Annemle babam avrupadayken, ben anneannemin Çankayadaki evinin kocaman salonunda top oynar, arada geldiğim misafirlik ziyaretlerine kıyasla daha uzun kaldığım için de, ilk kez geldiği evi keşfetmeye çalışan bir kedi gibi, evin her bir köşesini karıştırır, anneannemin uzun zamandır arayıp da bulamadığı ne varsa ortaya çıkarırdım. Oğlum sucuk gibi oldun, gel sırtına şu bezi koyayım demesine aldırmadan akşama kadar ordan oraya koşturur, akşam üstü olduğunda ise beraber, harika bir Ankara manzarasına sahip kocaman balkonunda çiçekleri sular, sonra da akşam yemeği için sofrayı kurmasına yardımcı olurdum. Ben çok severim diye menü hep köfte makarna ve yoğurt olurdu. Anneminkinden farklı olarak anneannem, içine biraz da maydonoz koyduğu köfteleri kızartır, masadan ketçabı hiç eksik etmez ve harika hoşaflar yapardı. Onun sayesinde ben annemlerin 10 günlük seyahatinin nasıl geçtiğini anlamam, hatta o 10 gün de bana, kendi evimden uzak olduğum için tatil gibi gelirdi.

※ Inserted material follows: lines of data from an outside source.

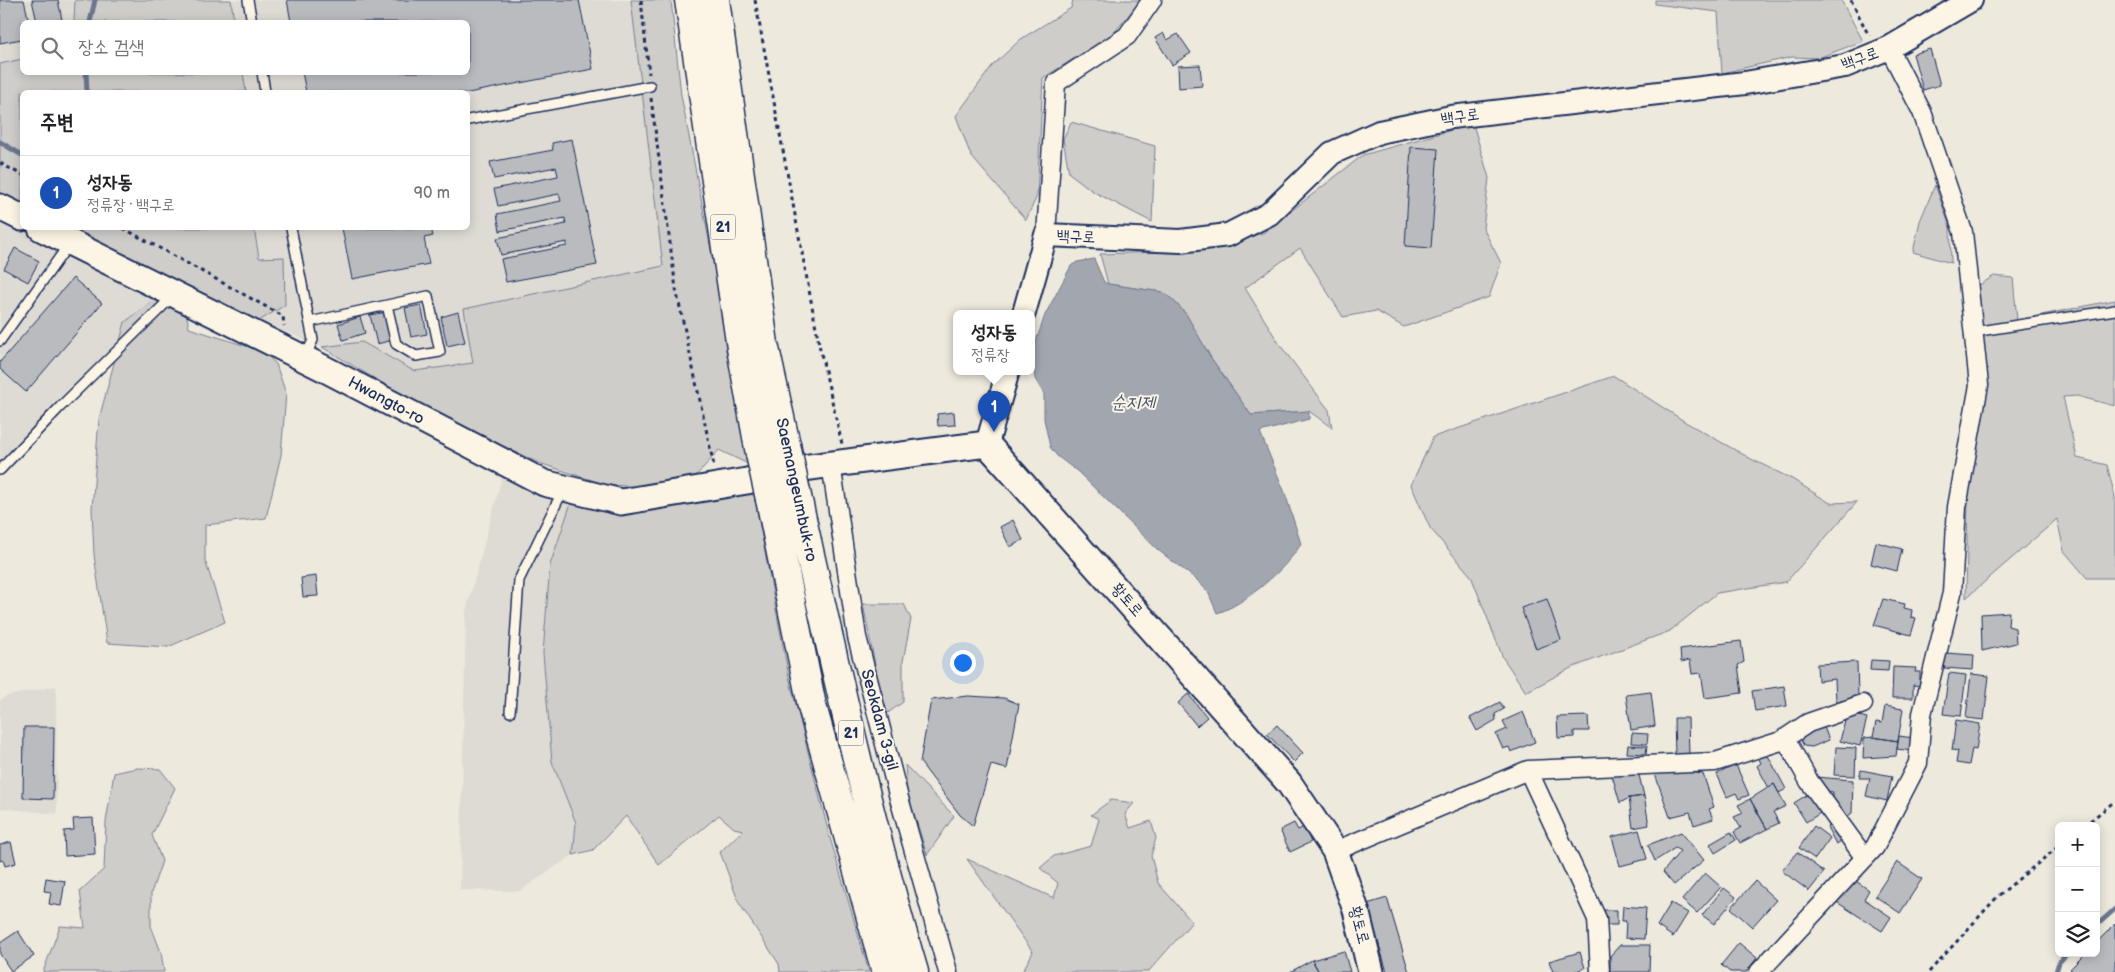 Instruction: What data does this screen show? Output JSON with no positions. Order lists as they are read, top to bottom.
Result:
{
  "streets": {
    "highway": ["21", "Saemangeumbuk-ro"],
    "main road": ["Hwangto-ro", "황토로"],
    "street": ["백구로", "Seokdam 3-gil"]
  },
  "crossings": [
    ["Hwangto-ro", "Seokdam 3-gil"]
  ],
  "water": ["순지제"],
  "page": {
    "search": "장소 검색",
    "heading": "주변",
    "list": [
      {
        "mark": "1",
        "name": "성자동",
        "note": "정류장 · 백구로",
        "value": "90 m"
      }
    ],
    "popup": ["성자동", "정류장"],
    "pins": "1",
    "map_buttons": ["+", "−"]
  }
} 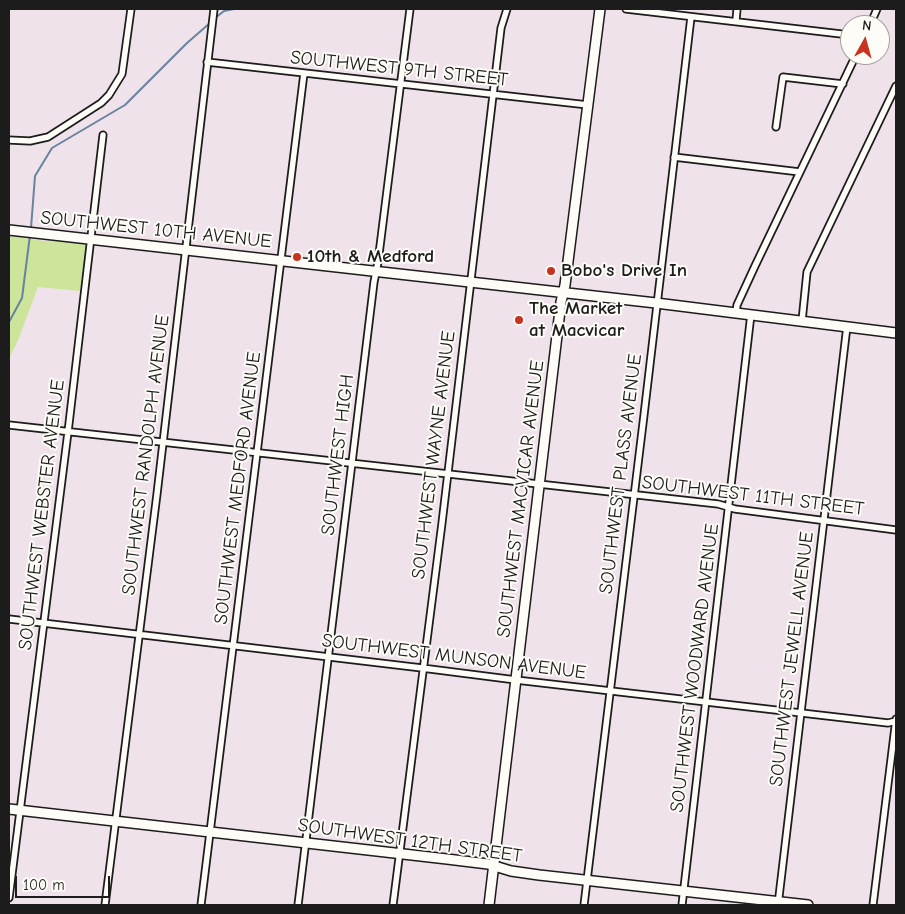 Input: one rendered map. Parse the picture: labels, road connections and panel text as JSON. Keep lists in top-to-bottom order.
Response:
{
  "streets": {
    "main road": ["SOUTHWEST 10TH AVENUE", "SOUTHWEST MACVICAR AVENUE", "SOUTHWEST 12TH STREET"],
    "street": [
      "SOUTHWEST 9TH STREET",
      "SOUTHWEST RANDOLPH AVENUE",
      "SOUTHWEST HIGH",
      "SOUTHWEST WAYNE AVENUE",
      "SOUTHWEST PLASS AVENUE",
      "SOUTHWEST MEDFORD AVENUE",
      "SOUTHWEST 11TH STREET",
      "SOUTHWEST WEBSTER AVENUE",
      "SOUTHWEST MUNSON AVENUE",
      "SOUTHWEST JEWELL AVENUE",
      "SOUTHWEST WOODWARD AVENUE"
    ]
  },
  "crossings": [
    ["SOUTHWEST 9TH STREET", "SOUTHWEST RANDOLPH AVENUE"],
    ["SOUTHWEST 9TH STREET", "SOUTHWEST HIGH"],
    ["SOUTHWEST 9TH STREET", "SOUTHWEST WAYNE AVENUE"],
    ["SOUTHWEST 9TH STREET", "SOUTHWEST MEDFORD AVENUE"],
    ["SOUTHWEST 9TH STREET", "SOUTHWEST MACVICAR AVENUE"],
    ["SOUTHWEST 10TH AVENUE", "SOUTHWEST RANDOLPH AVENUE"],
    ["SOUTHWEST 10TH AVENUE", "SOUTHWEST HIGH"],
    ["SOUTHWEST 10TH AVENUE", "SOUTHWEST WAYNE AVENUE"],
    ["SOUTHWEST 10TH AVENUE", "SOUTHWEST PLASS AVENUE"],
    ["SOUTHWEST 10TH AVENUE", "SOUTHWEST MEDFORD AVENUE"],
    ["SOUTHWEST 10TH AVENUE", "SOUTHWEST MACVICAR AVENUE"],
    ["SOUTHWEST 10TH AVENUE", "SOUTHWEST WEBSTER AVENUE"],
    ["SOUTHWEST 10TH AVENUE", "SOUTHWEST JEWELL AVENUE"],
    ["SOUTHWEST 10TH AVENUE", "SOUTHWEST WOODWARD AVENUE"],
    ["SOUTHWEST RANDOLPH AVENUE", "SOUTHWEST 11TH STREET"],
    ["SOUTHWEST RANDOLPH AVENUE", "SOUTHWEST MUNSON AVENUE"],
    ["SOUTHWEST RANDOLPH AVENUE", "SOUTHWEST 12TH STREET"],
    ["SOUTHWEST HIGH", "SOUTHWEST 11TH STREET"],
    ["SOUTHWEST HIGH", "SOUTHWEST MUNSON AVENUE"],
    ["SOUTHWEST HIGH", "SOUTHWEST 12TH STREET"],
    ["SOUTHWEST WAYNE AVENUE", "SOUTHWEST 11TH STREET"],
    ["SOUTHWEST WAYNE AVENUE", "SOUTHWEST MUNSON AVENUE"],
    ["SOUTHWEST WAYNE AVENUE", "SOUTHWEST 12TH STREET"],
    ["SOUTHWEST PLASS AVENUE", "SOUTHWEST 11TH STREET"],
    ["SOUTHWEST PLASS AVENUE", "SOUTHWEST MUNSON AVENUE"],
    ["SOUTHWEST PLASS AVENUE", "SOUTHWEST 12TH STREET"],
    ["SOUTHWEST MEDFORD AVENUE", "SOUTHWEST 11TH STREET"],
    ["SOUTHWEST MEDFORD AVENUE", "SOUTHWEST MUNSON AVENUE"],
    ["SOUTHWEST MEDFORD AVENUE", "SOUTHWEST 12TH STREET"],
    ["SOUTHWEST 11TH STREET", "SOUTHWEST MACVICAR AVENUE"],
    ["SOUTHWEST 11TH STREET", "SOUTHWEST WEBSTER AVENUE"],
    ["SOUTHWEST 11TH STREET", "SOUTHWEST JEWELL AVENUE"],
    ["SOUTHWEST 11TH STREET", "SOUTHWEST WOODWARD AVENUE"],
    ["SOUTHWEST MACVICAR AVENUE", "SOUTHWEST MUNSON AVENUE"],
    ["SOUTHWEST MACVICAR AVENUE", "SOUTHWEST 12TH STREET"],
    ["SOUTHWEST WEBSTER AVENUE", "SOUTHWEST MUNSON AVENUE"],
    ["SOUTHWEST WEBSTER AVENUE", "SOUTHWEST 12TH STREET"],
    ["SOUTHWEST MUNSON AVENUE", "SOUTHWEST JEWELL AVENUE"],
    ["SOUTHWEST MUNSON AVENUE", "SOUTHWEST WOODWARD AVENUE"],
    ["SOUTHWEST JEWELL AVENUE", "SOUTHWEST 12TH STREET"],
    ["SOUTHWEST WOODWARD AVENUE", "SOUTHWEST 12TH STREET"]
  ],
  "places": ["10th & Medford", "Bobo's Drive In", "The Market at Macvicar"],
  "scale_bar": "100 m",
  "north": "top"
}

Sonra benim için okul dönemi başladı ve babamın da emekli olması ile annemlerin avrupa tatilleri gitgide azaldı. Sonrasında biz ailecek İstanbul'a taşındık ve anneanne evindeki tatillerim bir süreliğine sona erdi. Yıllar sonra lise döneminde, anneanne tatilleri yine başladı. Şubat tatillerinde 1-2 arkadaşımı da yanıma alıp Ankara'nın yolunu tutmaya başladım. Anneannem ayrı şehirlerde oturduğumuz ve daha az görüşebildiğimiz için, yaşı çok daha ilerlemesine rağmen aynı keyif ve mutlulukla ağırlardı bizi. Lise bittikten sonra üniversite ve iş hayatı yine bizleri ayırdı. Büyümenin ve özgürleşmenin getirdiği gençlik heyecanıyla yolumuz daha az düşer olmuştu Ankara'ya artık, ta ki askerlik zamanı gelene kadar. Askerlik için kurada Ankara çıkınca, anneanne tatilleri tekrar başlayacak diye çok sevinmiştim. Kısa dönem yaptığım askerliğimde, hafta sonları çarşı iznine çıktığımda soluğu anneannemin evinde alır, onun hazırladığı prenslere layık kahvaltıyı yapar, sonra da uzun uzun sohbet ederdik.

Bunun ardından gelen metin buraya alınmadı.